But do we have to do CR rejection for all the FITS files we have?

No. First, it takes too much time. Secondly, if we do median combine to many of the bias, dark, and flat images, CR-hit pixels (the pixels hit by CR) can be clipped without applying the CR rejection algorithm.

For science images, however, all object images may not be identical, so we don’t do median combine. That’s why we need CR rejection to object images. According to LA Cosmic website’s Note for Users:

The program needs bias-subtracted, flat-fielded, unskysubtracted images. Flatfielding is usually not critical, bias subtraction is! If the sky was subtracted from an image, the program will add the sky back in if skyval > 0.

It’s very simple to do such rejection: import and use.

1.4. astroscrappy Documentation#

There is no online manual of astroscrappy, but you can print it out in Python:

%load_ext version_information
import time
now = time.strftime("%Y-%m-%d %H:%M:%S (%Z = GMT%z)")
print(f"This notebook was generated at {now} ")

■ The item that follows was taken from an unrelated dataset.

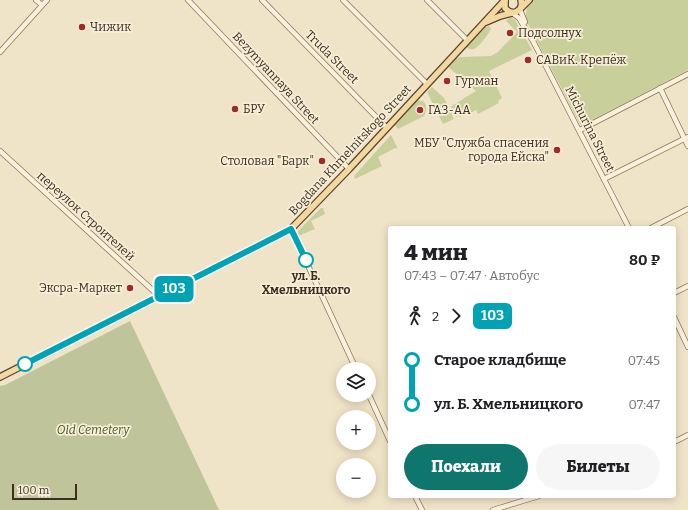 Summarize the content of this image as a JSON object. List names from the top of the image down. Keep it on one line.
{"streets":{"main road":["Bogdana Khmelnitskogo Street"],"street":["Truda Street","Bezymyannaya Street","Michurina Street","переулок Строителей"]},"crossings":[["Truda Street","Bogdana Khmelnitskogo Street"],["Bezymyannaya Street","Bogdana Khmelnitskogo Street"],["Michurina Street","Bogdana Khmelnitskogo Street"],["Bogdana Khmelnitskogo Street","переулок Строителей"]],"parks":["Old Cemetery"],"places":["Чижик","Подсолнух","САВиК. Крепёж","Гурман","БРУ","ГАЗ-АА","МБУ \"Служба спасения города Ейска\"","Столовая \"Барк\"","ул. Б. Хмельницкого","Эксра-Маркет"],"lines":["bus line 103"],"scale_bar":"100 m","page":{"on_map":"103","heading":["4 мин","07:43 – 07:47 · Автобус","80 ₽"],"legs":["2","103"],"list":[{"name":"Старое кладбище","value":"07:45"},{"name":"ул. Б. Хмельницкого","value":"07:47"}],"map_buttons":["+","−"],"buttons":["Поехали","Билеты"],"scale":"100 m"}}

vv = %version_information numpy, matplotlib, astropy, astroscrappy, version_information
for i, pkg in enumerate(vv.packages):
    print(f"{i} {pkg[0]:10s} {pkg[1]:s}")
This notebook was generated at 2023-08-20 19:34:25 (KST = GMT+0900) 
0 Python     3.10.12 64bit [Clang 15.0.7 ]
1 IPython    8.14.0
2 OS         macOS 13.1 arm64 arm 64bit
3 numpy      1.24.4
4 matplotlib 3.7.2
5 astropy    5.3.2
6 astroscrappy 1.1.1.dev8+g783f217
7 version_information 1.0.4
from pathlib import Path

import astroscrappy
import numpy as np
import ysfitsutilpy as yfu
import _tool_visualization as vis
from astropy import units as u
from astropy.io import fits
from astropy.nddata import CCDData
from astropy.stats import sigma_clipped_stats
from matplotlib import pyplot as plt
from matplotlib import rcParams
from mpl_toolkits.axes_grid1 import ImageGrid

plt.style.use('default')
rcParams.update({'font.size':12})

DATAPATH = Path("../../Tutorial_Data")
print(astroscrappy.detect_cosmics.__doc__)
detect_cosmics(indat, inmask=None, inbkg=None, invar=None, sigclip=4.5,
                      sigfrac=0.3, objlim=5.0, gain=1.0, readnoise=6.5,
                      satlevel=65536.0, niter=4, sepmed=True,
                      cleantype='meanmask', fsmode='median', psfmodel='gauss',
                      psffwhm=2.5, psfsize=7, psfk=None, psfbeta=4.765,
                      verbose=False)

    Detect cosmic rays in a numpy array.

    If you use this code, please cite the Zendo DOI: https://zenodo.org/record/1482019

    Please cite the original paper which can be found at:
    http://www.astro.yale.edu/dokkum/lacosmic/

    van Dokkum 2001, PASP, 113, 789, 1420
    (article : http://adsabs.harvard.edu/abs/2001PASP..113.1420V)

    Parameters
    ----------
    indat : float numpy array
        Input data array that will be used for cosmic ray detection. This
        should include the sky background (or a mean background level, added
        back in after sky subtraction), so that noise can be estimated
        correctly from the data values. This should be in units of "counts".

    inmask : boolean numpy array, optional
        Input bad pixel mask. Values of True will be ignored in the cosmic ray
        detection/cleaning process. Default: None.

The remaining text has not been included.